-------- Data for this exercise

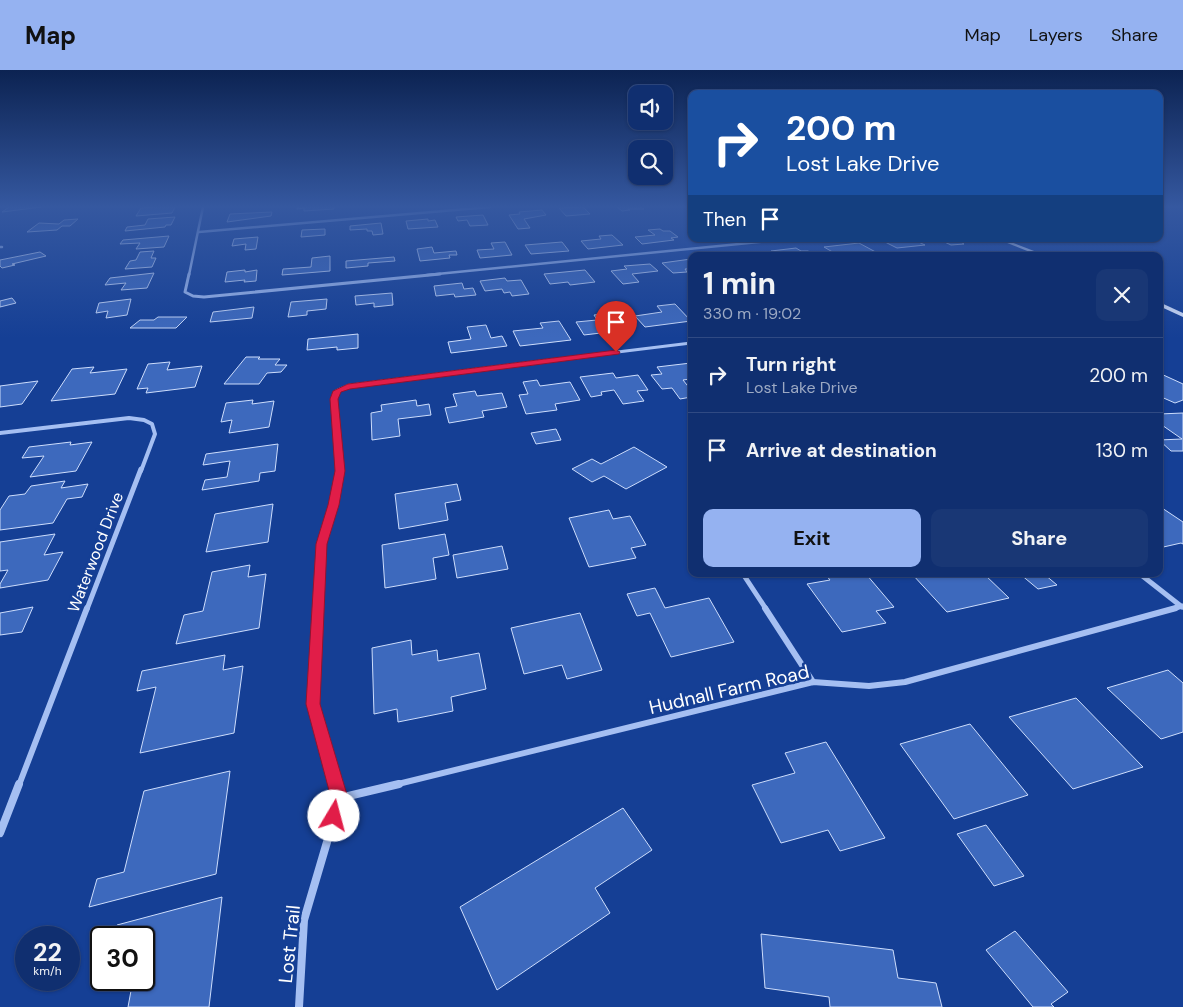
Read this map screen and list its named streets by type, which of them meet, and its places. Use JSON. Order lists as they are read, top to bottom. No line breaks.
{"streets":{"street":["Waterwood Drive","Hudnall Farm Road","Lost Trail"]},"crossings":[["Hudnall Farm Road","Lost Trail"]],"page":{"header":"Map","nav":["Map","Layers","Share"],"turn":["200 m","Lost Lake Drive"],"then":"Then","heading":["1 min","330 m · 19:02"],"list":[{"name":"Turn right","note":"Lost Lake Drive","value":"200 m"},{"name":"Arrive at destination","value":"130 m"}],"buttons":["Exit","Share"],"speed":"22 km/h","limit":"30"}}
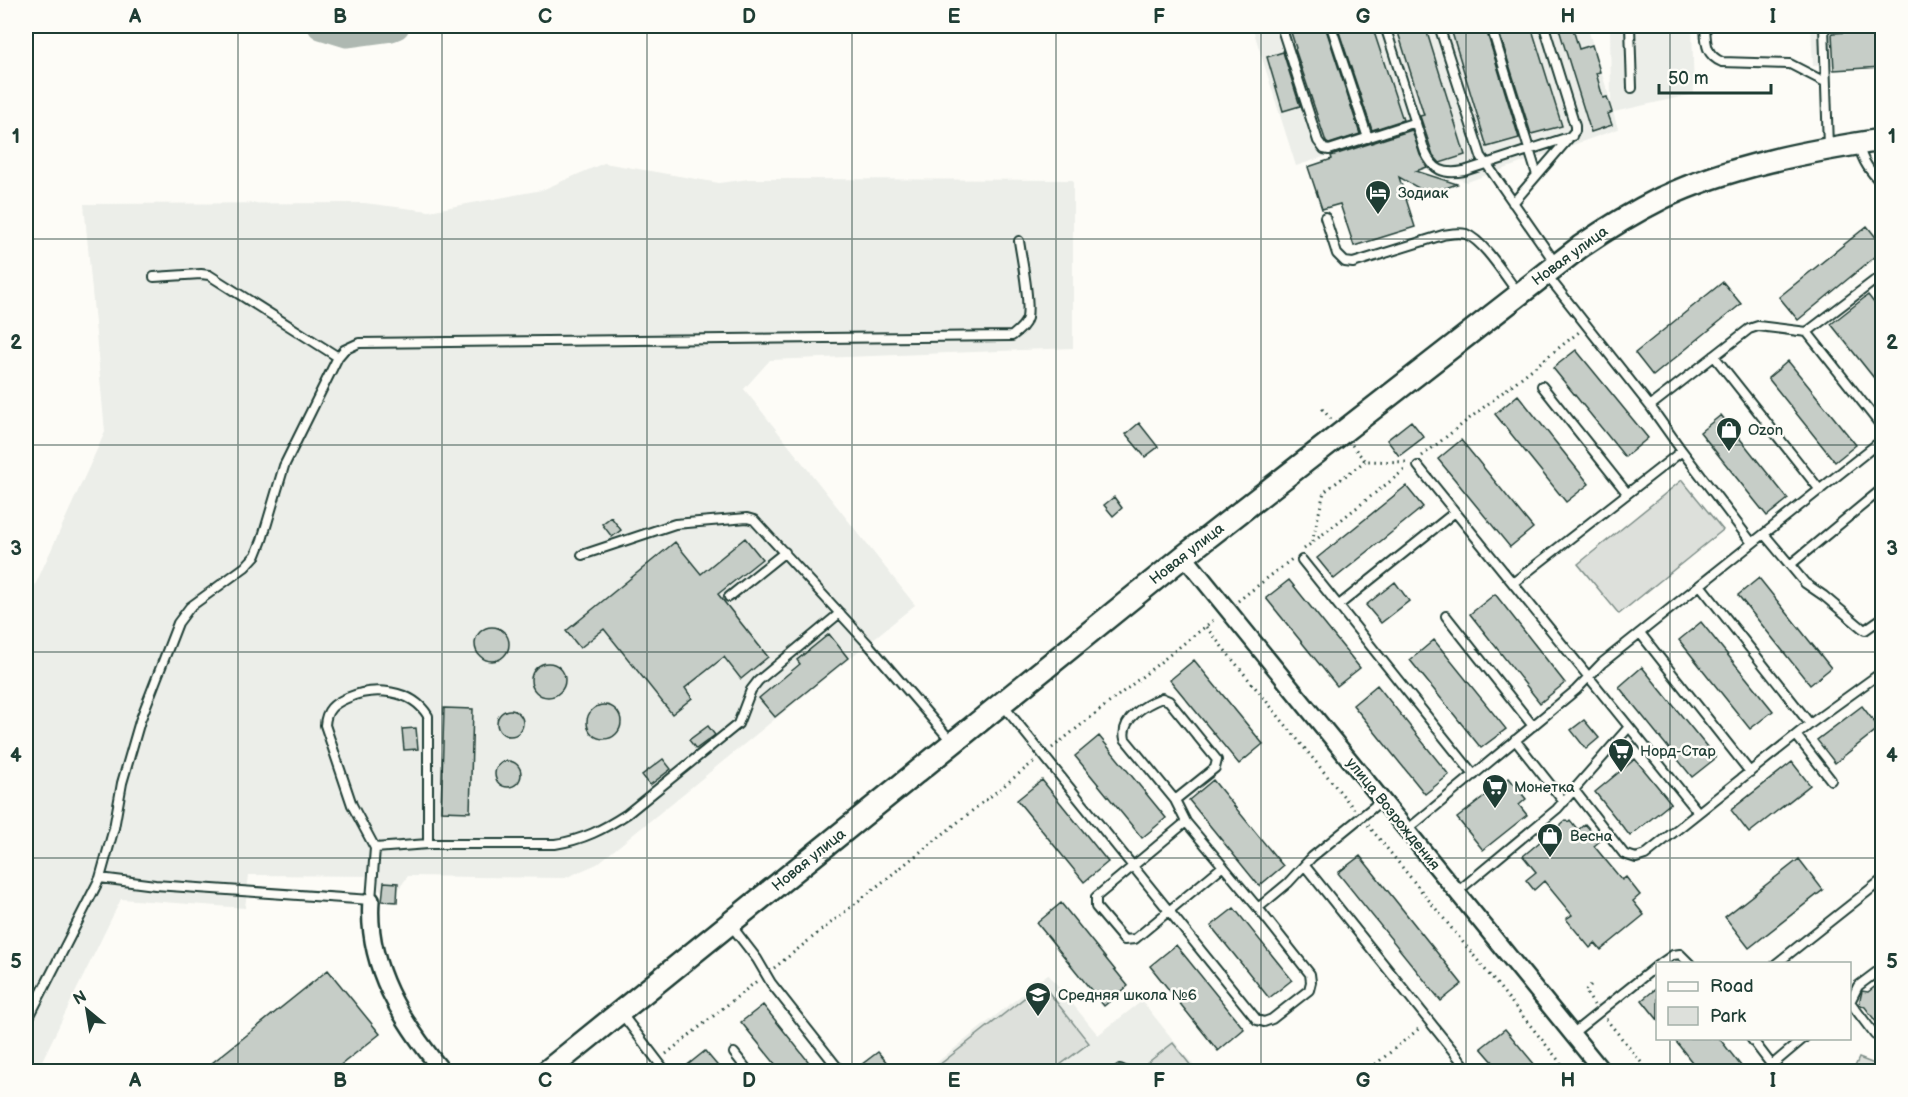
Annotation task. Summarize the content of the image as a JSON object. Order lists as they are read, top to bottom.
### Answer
{
  "streets": {
    "street": ["Новая улица", "улица Возрождения"]
  },
  "crossings": [
    ["Новая улица", "улица Возрождения"]
  ],
  "places": {
    "hotel": ["Зодиак"],
    "shop": ["Ozon", "Весна"],
    "supermarket": ["Норд-Стар", "Монетка"],
    "school or university": ["Средняя школа №6"]
  },
  "legend": ["Road", "Park"],
  "scale_bar": "50 m",
  "north": "top left",
  "grid": {
    "columns": [
      "A",
      "B",
      "C",
      "D",
      "E",
      "F",
      "G",
      "H",
      "I"
    ],
    "rows": [
      "1",
      "2",
      "3",
      "4",
      "5"
    ]
  }
}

----------------

• **What is needed**:
Could the entries be output exactly as written, but without their images?

• **Task result**:
Read this map screen and list its named streets by type, which of them meet, and its places. Use JSON. Order lists as they are read, top to bottom. No line breaks.
{"streets":{"street":["Waterwood Drive","Hudnall Farm Road","Lost Trail"]},"crossings":[["Hudnall Farm Road","Lost Trail"]],"page":{"header":"Map","nav":["Map","Layers","Share"],"turn":["200 m","Lost Lake Drive"],"then":"Then","heading":["1 min","330 m · 19:02"],"list":[{"name":"Turn right","note":"Lost Lake Drive","value":"200 m"},{"name":"Arrive at destination","value":"130 m"}],"buttons":["Exit","Share"],"speed":"22 km/h","limit":"30"}}
Annotation task. Summarize the content of the image as a JSON object. Order lists as they are read, top to bottom.
### Answer
{
  "streets": {
    "street": ["Новая улица", "улица Возрождения"]
  },
  "crossings": [
    ["Новая улица", "улица Возрождения"]
  ],
  "places": {
    "hotel": ["Зодиак"],
    "shop": ["Ozon", "Весна"],
    "supermarket": ["Норд-Стар", "Монетка"],
    "school or university": ["Средняя школа №6"]
  },
  "legend": ["Road", "Park"],
  "scale_bar": "50 m",
  "north": "top left",
  "grid": {
    "columns": [
      "A",
      "B",
      "C",
      "D",
      "E",
      "F",
      "G",
      "H",
      "I"
    ],
    "rows": [
      "1",
      "2",
      "3",
      "4",
      "5"
    ]
  }
}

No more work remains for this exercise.